Giannis Chondrogiannis or Hondrogiannis (; 1761–1835) was a Greek politician and a revolutionary leader.  He worked with Asimakis Zaimis.

Biography
On 15 March 1821, an ignorance of the leader of the revolution in which he had defined his start on 25 March, Chondrogiannis asked his money from Zaimis and together with his six children along with Petioti which let him ambushed in Chelonospila at the Turkish agent. When he disappeared the  and took with speed and headed to Tripolitsa and was used during the revolution.  Together with the agent were also Tambakopoulos and Konstantinoupolitis, in which wend luckily to Tripolitsa.  Tambakopoulos had money and bonded together with him and took that and later abandonedly fled and left.  His money were provenly given in the revolution.

In that, the power of Chondrogiannis and his children were reasoned in which all of them waited.
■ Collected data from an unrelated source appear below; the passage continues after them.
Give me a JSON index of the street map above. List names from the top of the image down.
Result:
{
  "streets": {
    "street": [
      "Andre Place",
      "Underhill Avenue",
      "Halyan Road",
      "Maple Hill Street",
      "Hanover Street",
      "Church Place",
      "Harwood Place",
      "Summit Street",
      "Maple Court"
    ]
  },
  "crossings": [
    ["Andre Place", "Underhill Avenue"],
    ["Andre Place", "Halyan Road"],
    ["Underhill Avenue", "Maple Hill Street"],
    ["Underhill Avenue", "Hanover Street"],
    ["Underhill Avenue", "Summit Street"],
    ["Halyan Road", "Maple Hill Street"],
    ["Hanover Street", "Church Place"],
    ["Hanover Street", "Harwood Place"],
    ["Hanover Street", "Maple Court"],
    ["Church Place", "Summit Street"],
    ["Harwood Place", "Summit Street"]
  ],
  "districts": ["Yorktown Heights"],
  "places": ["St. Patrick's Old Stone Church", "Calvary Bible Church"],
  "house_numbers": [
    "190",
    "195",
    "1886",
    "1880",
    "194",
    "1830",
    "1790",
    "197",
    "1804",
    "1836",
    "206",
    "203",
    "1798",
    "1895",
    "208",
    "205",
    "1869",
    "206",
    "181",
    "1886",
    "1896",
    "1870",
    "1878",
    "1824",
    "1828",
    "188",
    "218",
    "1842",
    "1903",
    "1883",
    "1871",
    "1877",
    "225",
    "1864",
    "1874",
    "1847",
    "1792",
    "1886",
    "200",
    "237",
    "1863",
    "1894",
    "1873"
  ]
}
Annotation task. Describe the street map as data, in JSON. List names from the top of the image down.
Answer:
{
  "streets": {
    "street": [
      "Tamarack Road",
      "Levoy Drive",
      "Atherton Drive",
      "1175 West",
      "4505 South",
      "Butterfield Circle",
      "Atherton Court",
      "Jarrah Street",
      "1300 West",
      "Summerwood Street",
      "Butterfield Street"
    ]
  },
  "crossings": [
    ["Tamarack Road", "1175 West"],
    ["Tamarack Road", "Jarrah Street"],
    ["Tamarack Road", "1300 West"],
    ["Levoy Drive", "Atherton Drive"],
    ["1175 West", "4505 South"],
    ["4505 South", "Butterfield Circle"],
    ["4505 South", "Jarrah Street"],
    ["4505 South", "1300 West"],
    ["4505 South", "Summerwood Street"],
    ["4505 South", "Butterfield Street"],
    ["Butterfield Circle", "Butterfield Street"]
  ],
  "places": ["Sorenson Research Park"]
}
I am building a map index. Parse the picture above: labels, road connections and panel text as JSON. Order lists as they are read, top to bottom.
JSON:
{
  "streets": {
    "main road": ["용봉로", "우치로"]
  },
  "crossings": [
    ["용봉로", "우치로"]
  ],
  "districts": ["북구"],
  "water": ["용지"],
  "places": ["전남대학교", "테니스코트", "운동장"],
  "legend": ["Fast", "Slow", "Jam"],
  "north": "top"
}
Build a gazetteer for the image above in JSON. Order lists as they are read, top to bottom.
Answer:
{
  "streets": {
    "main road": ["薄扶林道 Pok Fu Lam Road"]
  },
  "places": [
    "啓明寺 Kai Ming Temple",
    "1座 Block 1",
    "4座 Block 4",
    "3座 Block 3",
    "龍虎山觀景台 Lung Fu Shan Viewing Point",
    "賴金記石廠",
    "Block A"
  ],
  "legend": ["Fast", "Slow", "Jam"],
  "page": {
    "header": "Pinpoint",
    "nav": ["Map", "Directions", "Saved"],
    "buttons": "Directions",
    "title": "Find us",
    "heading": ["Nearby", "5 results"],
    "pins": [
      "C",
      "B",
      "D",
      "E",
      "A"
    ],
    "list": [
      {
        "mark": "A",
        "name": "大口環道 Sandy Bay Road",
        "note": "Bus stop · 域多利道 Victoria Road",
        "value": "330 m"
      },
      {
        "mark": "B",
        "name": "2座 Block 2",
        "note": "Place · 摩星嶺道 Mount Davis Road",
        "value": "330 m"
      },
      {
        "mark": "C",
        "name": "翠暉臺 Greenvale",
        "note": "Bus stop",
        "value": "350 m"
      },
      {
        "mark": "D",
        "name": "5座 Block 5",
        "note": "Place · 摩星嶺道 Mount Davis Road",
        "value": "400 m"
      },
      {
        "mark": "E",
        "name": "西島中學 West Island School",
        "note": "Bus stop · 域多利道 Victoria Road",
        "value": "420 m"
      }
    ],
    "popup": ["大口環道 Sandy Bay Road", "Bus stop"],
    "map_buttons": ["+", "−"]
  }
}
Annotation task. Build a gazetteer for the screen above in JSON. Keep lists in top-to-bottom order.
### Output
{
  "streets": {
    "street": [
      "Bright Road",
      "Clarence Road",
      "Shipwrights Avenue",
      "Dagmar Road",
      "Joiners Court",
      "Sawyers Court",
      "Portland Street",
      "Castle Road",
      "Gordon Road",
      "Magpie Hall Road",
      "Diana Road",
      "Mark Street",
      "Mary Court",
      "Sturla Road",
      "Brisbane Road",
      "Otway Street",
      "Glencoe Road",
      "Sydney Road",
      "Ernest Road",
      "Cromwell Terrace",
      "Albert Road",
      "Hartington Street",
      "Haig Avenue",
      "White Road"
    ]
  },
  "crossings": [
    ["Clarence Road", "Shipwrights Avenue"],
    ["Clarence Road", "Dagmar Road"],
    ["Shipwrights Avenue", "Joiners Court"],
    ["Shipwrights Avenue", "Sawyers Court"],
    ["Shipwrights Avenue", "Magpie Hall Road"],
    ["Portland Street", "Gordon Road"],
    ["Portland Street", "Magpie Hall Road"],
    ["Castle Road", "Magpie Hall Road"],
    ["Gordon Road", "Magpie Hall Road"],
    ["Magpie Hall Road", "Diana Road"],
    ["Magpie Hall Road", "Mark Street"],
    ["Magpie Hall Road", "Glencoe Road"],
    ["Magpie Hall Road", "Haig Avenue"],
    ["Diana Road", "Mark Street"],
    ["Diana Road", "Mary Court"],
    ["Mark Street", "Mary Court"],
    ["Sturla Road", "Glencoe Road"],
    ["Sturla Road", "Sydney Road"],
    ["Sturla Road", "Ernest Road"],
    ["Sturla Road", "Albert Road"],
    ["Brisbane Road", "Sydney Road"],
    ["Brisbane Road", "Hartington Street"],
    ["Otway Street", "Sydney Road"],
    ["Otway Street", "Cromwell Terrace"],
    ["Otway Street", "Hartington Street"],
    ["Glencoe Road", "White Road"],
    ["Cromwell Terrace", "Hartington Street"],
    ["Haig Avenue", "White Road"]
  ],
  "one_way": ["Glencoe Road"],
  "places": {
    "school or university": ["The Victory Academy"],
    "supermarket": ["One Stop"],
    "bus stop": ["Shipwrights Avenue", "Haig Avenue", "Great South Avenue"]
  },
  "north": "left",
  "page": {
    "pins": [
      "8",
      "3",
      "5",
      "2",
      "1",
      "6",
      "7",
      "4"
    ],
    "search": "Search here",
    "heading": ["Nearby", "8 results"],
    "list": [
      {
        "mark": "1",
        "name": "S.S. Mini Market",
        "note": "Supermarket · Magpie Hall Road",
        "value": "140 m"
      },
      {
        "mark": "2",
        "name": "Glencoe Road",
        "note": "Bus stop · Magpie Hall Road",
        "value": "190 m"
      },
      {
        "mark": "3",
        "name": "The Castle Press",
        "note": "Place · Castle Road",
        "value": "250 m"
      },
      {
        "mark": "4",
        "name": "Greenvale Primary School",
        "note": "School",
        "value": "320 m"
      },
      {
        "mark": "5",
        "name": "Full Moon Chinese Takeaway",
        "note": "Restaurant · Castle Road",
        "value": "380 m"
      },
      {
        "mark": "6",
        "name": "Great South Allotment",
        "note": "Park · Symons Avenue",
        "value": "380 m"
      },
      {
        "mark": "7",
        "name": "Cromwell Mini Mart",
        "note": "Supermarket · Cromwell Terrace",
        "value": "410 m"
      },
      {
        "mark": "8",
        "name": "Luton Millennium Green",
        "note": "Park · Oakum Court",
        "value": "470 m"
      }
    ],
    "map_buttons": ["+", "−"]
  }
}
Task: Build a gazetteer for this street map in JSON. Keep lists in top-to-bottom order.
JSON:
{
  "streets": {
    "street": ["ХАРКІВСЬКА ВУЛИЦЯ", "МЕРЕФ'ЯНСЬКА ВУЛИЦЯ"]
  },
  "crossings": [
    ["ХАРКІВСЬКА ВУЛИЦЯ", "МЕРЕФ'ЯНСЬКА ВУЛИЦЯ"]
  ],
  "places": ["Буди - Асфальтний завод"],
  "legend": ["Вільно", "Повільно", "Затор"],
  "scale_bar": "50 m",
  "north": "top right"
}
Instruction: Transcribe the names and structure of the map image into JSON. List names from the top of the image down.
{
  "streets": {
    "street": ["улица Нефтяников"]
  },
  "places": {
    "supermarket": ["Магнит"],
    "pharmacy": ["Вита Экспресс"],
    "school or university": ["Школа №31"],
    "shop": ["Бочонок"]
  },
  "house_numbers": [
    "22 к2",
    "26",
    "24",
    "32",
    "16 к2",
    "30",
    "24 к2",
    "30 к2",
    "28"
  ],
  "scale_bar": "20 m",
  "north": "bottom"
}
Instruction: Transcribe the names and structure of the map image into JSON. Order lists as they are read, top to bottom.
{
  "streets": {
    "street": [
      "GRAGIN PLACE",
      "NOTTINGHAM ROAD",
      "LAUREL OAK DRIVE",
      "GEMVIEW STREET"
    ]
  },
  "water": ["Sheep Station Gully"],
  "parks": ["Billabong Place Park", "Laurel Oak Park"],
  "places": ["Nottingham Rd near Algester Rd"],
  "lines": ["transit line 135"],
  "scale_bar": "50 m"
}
In the same the, who was watched by the Turks, the Greeks began their rules on the revolutionary works earlier and which had programmedly urged from a lucky note.

After the Revolution, the Tambakopoulos (which he died) made lawsuit in Chondrogiannis and asked for compensation on the bonding and the money.  The court which judged and almost the money which he spend on the leaders of the revolution was also managed them, he sold his entire estate.  Later, he was sentenced under robbery and was imprisoned in the same time the judge knew his offer during the revolution.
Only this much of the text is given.